How to Be Less Pleasing and More Likeable


independant living pleasing others warrior spirit

When you spend so much of your energy trying to live up to other people’s expectations, they are the ones who define your values and ultimately your quality as a person.

Instead, if you only try to live up to your own standards, other people see that you have taken an active role in defining what is and is not important in your own life. Since most people take their values from external sources, you gain a sort of mystique as one who takes initiative. And when you express a commitment to a value set, other people will start to think that maybe they should also follow this value set which you find worth following. Social proof often makes something more desirable to others, simply because they see people doing it.

The Naysayers

Of course, others will openly challenge you in an attempt to bring you back to pleasing others, where you will be defanged as a radical element of society. After all, people who follow their own values are dangerous to the social order and are difficult to control. Authority figures, or those who rely on kissing up to authority figures, don’t like those who march to the beat of their own drum. If you don’t care about pleasing others, you’re harder to control and take advantage of. A lot of people see this as bad.

Frequently, those who care about us aren’t really comfortable with us making our own decisions as well. They have our best interests in mind, and they have come to the conclusion that their way of doing things is the safest and fastest way to success and happiness.
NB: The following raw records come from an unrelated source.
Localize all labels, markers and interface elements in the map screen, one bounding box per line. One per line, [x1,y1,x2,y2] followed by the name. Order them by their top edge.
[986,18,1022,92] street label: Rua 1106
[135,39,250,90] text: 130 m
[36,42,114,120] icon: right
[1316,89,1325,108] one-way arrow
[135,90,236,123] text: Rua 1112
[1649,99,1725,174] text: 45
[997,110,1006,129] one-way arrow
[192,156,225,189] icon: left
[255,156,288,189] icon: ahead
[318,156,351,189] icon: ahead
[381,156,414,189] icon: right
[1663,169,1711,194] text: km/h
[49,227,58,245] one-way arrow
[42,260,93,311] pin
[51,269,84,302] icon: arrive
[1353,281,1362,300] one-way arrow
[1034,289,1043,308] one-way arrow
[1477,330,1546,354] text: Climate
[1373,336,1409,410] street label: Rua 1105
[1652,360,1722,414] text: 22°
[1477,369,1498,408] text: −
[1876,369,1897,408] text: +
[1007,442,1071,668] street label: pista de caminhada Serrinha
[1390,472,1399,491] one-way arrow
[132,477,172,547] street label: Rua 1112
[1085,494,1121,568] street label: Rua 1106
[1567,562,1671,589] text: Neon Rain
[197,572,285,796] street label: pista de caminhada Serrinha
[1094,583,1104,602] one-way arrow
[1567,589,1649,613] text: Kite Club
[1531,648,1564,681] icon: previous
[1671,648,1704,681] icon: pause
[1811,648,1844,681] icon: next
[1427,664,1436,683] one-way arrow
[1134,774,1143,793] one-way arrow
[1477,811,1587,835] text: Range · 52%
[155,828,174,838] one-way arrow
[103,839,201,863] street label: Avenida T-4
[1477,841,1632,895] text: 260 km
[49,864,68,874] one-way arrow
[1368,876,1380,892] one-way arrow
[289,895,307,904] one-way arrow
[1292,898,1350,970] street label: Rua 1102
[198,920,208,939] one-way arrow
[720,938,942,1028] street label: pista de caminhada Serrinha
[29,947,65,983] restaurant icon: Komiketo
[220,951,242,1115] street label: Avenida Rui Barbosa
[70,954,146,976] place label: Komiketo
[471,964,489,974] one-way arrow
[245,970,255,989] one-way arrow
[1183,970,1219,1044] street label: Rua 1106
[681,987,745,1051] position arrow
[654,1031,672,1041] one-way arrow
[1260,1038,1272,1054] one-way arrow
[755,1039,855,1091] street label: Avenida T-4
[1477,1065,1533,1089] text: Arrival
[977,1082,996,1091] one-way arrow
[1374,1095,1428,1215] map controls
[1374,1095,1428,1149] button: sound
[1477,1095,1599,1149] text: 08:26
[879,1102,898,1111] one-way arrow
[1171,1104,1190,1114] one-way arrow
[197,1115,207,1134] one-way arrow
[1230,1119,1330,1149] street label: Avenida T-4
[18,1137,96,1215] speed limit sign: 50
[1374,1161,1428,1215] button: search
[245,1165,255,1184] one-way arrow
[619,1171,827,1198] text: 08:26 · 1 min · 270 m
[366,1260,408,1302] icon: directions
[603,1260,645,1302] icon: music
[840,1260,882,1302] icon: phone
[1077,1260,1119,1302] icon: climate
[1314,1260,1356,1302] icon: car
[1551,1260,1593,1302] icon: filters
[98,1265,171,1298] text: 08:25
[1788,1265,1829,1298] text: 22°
When they see us trying to do things differently, they may get uncomfortable, defensive, or actually oppressive. This dynamic is the case with parents and spouses in a lot of families. The key here is to realize that the people holding us back are simply looking out for us in the best way they know how.

Know Your Priorities

There is a difference between making people happy by helping them out and trying to please them by altering your behavior and priorities. We should be considerate of others, but only to the point that doing so doesn’t interfere with our own values.

The only way to know is to ask yourself if you would consider something important if it wasn’t important to someone else. It can be scary to admit that you never really wanted to go to graduate school or become a powerful CEO, but if these priorities came from someone else’s idea of what is best for your life then pursuing them would have meant giving over your life energy to someone else.
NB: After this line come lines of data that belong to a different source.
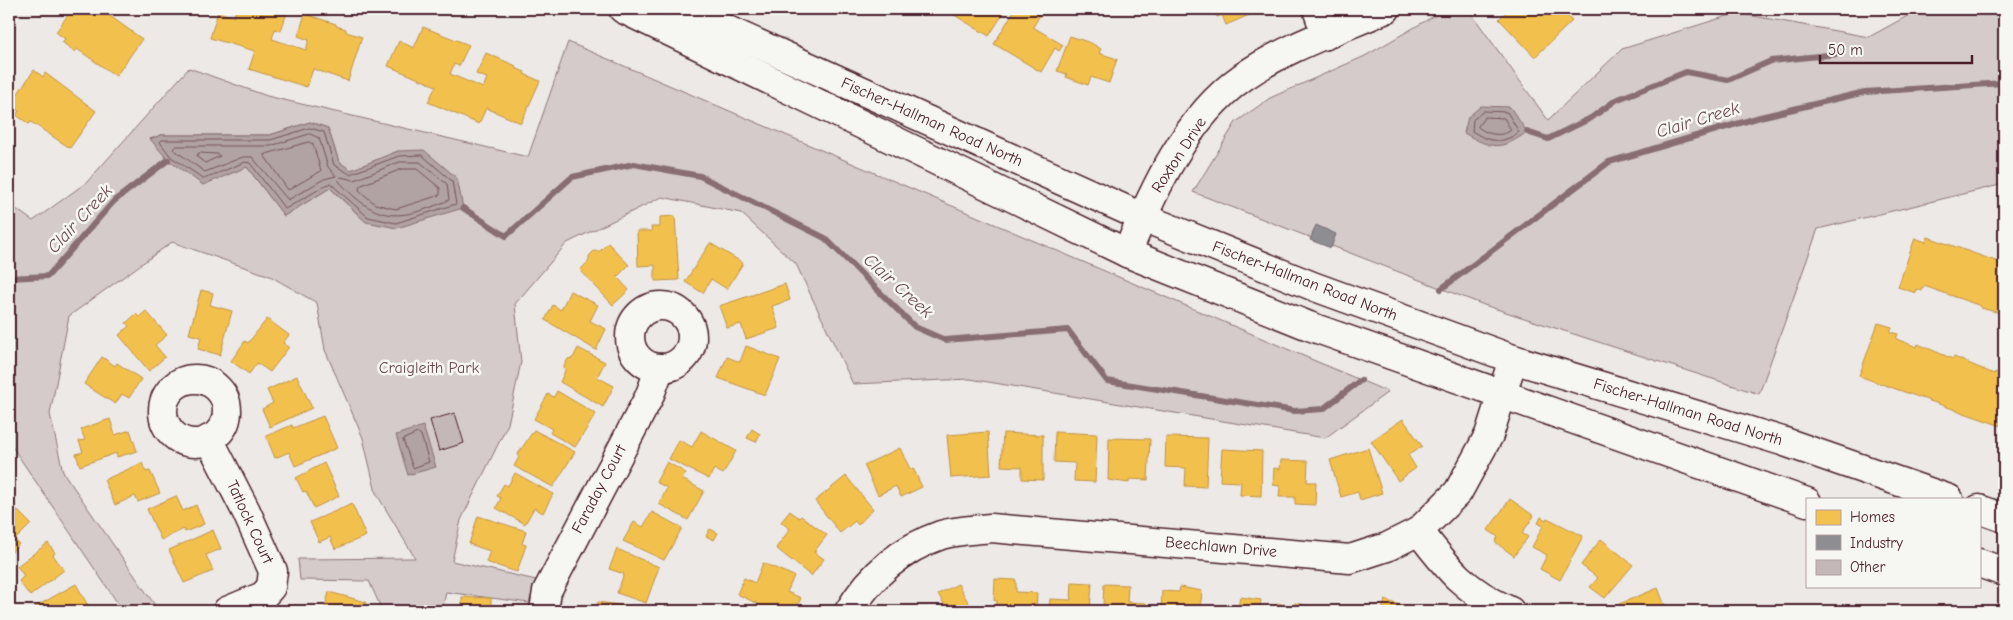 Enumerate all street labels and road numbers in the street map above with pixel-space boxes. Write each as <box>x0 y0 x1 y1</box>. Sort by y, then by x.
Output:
street label: Fischer-Hallman Road North <box>838 74 1026 170</box>
street label: Roxton Drive <box>1148 114 1210 196</box>
street label: Fischer-Hallman Road North <box>1210 237 1400 325</box>
street label: Fischer-Hallman Road North <box>1591 375 1785 449</box>
street label: Faraday Court <box>568 441 630 536</box>
street label: Tatlock Court <box>223 477 277 567</box>
street label: Beechlawn Drive <box>1164 533 1278 561</box>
Changing priorities and life course can make us feel guilty or like we aren’t living up to our potential. But keep in mind that your potential is determined by what your values are. As I always have to remind myself, I don’t have to have a 500lb deadlift because I don’t value that kind of strength in myself. It isn’t useful to me. So while I may be failing to live up to my potential according to the standard of powerlifters and some others, I’m not according to my own standards of fitness and athleticism.

Know what you want to be, and don’t try to be something else. Especially don’t try to be something others want you to be.